CSV for ML Training Format Guide

    Using CSV files for machine learning training data

    Training Data

    Specification

    CSV (Comma-Separated Values) is one of the oldest and most widely used data exchange formats, standardized in RFC 4180. Each line represents a record, with fields separated by commas and optionally enclosed in double quotes when the field contains commas, newlines, or quotes. The first line typically serves as a header row defining column names. While CSV's simplicity has made it ubiquitous in data science, its use for ML training data requires careful attention to encoding, escaping, and schema consistency.

    CSV files are plain text, making them human-readable and universally compatible with every data processing tool, programming language, and spreadsheet application. For ML training data, CSV is typically used for tabular classification tasks, regression datasets, simple text classification with short text fields, and structured feature datasets. Pandas, scikit-learn, and many AutoML tools accept CSV as their primary input format, and Kaggle competitions have traditionally distributed datasets in CSV format.

    However, CSV has significant limitations for modern ML workflows. It lacks native support for nested data structures, has no standardized type system (everything is text until parsed), handles multi-line text fields poorly, and provides no compression. The absence of a schema means that column types must be inferred or manually specified, leading to potential parsing errors with mixed-type columns. Unicode support varies by implementation, and large CSV files are extremely inefficient compared to columnar formats like Parquet.

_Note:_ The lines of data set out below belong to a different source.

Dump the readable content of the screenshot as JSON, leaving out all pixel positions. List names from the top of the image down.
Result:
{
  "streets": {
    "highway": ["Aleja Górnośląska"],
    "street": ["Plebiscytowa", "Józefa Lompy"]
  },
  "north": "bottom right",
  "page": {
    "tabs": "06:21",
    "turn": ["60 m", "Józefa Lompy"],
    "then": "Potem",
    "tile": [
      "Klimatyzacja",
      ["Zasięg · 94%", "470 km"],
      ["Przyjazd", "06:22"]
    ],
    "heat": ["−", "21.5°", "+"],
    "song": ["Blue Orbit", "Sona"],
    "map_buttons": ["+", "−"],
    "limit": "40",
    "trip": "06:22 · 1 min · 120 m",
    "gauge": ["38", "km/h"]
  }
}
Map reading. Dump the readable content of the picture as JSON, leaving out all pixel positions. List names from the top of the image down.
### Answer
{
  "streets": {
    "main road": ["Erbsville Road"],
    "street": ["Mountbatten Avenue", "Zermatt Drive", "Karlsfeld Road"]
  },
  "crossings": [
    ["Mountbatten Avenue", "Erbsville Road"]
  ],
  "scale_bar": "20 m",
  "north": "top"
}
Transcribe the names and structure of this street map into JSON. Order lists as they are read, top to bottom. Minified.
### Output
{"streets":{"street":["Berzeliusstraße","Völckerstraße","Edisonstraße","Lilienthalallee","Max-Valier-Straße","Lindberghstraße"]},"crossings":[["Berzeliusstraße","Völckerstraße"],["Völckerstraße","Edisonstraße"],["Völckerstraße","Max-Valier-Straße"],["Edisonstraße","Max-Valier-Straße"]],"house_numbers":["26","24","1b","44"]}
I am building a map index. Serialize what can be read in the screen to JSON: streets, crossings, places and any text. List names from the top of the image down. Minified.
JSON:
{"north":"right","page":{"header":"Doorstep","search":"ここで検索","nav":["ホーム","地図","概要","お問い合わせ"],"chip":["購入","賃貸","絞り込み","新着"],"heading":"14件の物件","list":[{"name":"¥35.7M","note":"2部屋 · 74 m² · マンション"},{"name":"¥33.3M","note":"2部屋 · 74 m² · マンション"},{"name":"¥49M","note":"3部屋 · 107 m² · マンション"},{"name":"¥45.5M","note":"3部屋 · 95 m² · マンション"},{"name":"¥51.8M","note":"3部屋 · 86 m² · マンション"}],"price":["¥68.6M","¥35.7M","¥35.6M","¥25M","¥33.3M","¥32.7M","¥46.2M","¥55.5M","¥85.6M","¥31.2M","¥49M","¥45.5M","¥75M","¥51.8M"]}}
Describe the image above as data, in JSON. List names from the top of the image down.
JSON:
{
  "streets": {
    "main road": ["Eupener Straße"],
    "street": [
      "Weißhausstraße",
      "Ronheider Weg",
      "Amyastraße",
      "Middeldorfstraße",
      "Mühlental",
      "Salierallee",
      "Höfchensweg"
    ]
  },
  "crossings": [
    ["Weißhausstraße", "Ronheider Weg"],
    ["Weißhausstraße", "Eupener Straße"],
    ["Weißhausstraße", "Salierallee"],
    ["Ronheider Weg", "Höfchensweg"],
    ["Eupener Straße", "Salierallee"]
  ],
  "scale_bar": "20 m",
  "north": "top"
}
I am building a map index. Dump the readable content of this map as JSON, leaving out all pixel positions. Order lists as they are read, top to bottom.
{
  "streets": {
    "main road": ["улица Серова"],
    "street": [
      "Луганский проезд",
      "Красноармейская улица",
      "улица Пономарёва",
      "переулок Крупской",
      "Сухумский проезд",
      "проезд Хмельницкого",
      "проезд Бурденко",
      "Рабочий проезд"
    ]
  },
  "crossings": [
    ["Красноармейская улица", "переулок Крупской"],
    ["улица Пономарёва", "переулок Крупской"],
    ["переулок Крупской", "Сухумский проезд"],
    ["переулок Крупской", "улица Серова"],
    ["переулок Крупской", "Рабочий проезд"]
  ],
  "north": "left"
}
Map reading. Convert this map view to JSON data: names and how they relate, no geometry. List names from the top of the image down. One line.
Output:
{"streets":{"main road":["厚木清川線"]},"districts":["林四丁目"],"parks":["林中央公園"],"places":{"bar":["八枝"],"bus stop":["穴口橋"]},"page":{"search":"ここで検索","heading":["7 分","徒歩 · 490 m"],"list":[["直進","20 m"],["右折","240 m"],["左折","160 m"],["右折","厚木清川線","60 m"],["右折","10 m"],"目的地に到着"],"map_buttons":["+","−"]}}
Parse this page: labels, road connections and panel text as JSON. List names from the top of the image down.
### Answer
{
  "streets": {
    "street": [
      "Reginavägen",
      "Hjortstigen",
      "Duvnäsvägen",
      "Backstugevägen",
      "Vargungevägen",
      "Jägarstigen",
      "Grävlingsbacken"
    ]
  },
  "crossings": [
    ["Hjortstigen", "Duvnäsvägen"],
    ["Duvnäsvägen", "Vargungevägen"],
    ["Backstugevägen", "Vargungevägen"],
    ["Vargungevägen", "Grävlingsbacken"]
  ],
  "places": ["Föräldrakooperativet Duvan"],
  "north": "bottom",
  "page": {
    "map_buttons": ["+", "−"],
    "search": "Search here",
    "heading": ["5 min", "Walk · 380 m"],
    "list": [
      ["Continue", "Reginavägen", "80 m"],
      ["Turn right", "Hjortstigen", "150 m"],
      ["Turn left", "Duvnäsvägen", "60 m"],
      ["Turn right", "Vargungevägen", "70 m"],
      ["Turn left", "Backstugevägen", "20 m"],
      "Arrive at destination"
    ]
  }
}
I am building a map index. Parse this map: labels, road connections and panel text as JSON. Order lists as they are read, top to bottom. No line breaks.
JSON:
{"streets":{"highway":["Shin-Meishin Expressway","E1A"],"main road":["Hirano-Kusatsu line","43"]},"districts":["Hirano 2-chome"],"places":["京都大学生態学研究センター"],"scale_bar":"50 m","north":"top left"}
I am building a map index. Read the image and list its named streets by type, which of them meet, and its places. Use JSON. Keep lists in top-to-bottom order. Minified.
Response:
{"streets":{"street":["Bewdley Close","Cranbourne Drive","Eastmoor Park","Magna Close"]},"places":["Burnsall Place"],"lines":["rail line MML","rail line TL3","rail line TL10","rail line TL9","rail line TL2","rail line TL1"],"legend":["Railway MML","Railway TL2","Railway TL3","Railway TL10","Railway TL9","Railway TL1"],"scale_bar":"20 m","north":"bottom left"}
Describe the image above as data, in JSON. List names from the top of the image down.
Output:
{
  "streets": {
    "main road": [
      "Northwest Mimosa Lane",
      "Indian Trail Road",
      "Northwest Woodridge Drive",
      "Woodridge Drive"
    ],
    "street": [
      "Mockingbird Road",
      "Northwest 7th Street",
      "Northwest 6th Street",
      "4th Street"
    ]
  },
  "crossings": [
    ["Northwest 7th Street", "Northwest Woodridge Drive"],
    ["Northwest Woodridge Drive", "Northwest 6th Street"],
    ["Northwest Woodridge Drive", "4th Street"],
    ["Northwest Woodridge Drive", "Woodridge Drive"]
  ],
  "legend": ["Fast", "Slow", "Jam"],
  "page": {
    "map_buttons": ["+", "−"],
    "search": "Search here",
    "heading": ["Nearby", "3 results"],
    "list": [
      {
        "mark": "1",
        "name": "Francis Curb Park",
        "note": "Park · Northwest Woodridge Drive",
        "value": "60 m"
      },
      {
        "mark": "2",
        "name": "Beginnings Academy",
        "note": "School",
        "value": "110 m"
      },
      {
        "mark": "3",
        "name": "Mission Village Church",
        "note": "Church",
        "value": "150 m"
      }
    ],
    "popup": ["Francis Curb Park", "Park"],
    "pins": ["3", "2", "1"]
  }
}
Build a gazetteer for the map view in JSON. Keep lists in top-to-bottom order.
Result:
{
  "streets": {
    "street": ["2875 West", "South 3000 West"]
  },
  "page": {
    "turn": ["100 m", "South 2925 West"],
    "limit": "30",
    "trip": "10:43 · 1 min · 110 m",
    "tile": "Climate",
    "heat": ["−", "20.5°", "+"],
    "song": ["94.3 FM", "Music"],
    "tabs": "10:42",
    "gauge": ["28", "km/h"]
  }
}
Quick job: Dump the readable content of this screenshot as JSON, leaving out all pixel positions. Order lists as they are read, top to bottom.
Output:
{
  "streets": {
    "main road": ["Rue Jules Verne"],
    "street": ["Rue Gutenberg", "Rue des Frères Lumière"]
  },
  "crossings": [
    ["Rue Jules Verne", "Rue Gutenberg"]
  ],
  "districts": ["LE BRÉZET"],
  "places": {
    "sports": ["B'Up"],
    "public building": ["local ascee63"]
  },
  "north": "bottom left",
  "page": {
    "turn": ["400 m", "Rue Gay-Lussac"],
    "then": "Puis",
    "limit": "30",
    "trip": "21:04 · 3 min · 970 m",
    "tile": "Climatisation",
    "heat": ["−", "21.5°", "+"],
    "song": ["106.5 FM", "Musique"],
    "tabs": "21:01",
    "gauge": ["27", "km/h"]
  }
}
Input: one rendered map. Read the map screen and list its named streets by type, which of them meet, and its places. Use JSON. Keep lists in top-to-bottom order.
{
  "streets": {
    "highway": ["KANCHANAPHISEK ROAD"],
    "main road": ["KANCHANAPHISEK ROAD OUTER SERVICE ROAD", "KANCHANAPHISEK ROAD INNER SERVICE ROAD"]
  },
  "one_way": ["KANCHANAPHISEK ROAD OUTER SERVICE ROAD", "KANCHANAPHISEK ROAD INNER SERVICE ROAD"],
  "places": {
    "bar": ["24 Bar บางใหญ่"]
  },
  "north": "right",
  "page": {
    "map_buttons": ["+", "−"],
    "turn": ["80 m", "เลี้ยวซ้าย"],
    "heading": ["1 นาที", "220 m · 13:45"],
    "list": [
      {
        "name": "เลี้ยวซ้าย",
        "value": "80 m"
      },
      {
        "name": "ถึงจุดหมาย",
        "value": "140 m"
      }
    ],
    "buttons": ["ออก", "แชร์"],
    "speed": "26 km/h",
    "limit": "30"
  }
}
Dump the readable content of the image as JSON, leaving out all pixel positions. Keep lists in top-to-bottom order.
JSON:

    When to Use CSV for ML Training

    CSV is appropriate for small to medium tabular ML datasets (under a few hundred megabytes) where human readability and universal tool compatibility are priorities. It is the natural choice for datasets produced by spreadsheet applications, exported from SQL databases, or used with scikit-learn and traditional ML frameworks. If your data is strictly tabular with simple types (numbers, short strings, categories) and fits comfortably in memory, CSV works well.

    Choose CSV when you are working with non-technical stakeholders who need to inspect and edit data in Excel or Google Sheets, when you are importing data from legacy systems that only export CSV, or when your ML framework specifically expects CSV input (many AutoML platforms and Kaggle kernels). CSV is also the simplest format for quick prototyping where format overhead is not a concern.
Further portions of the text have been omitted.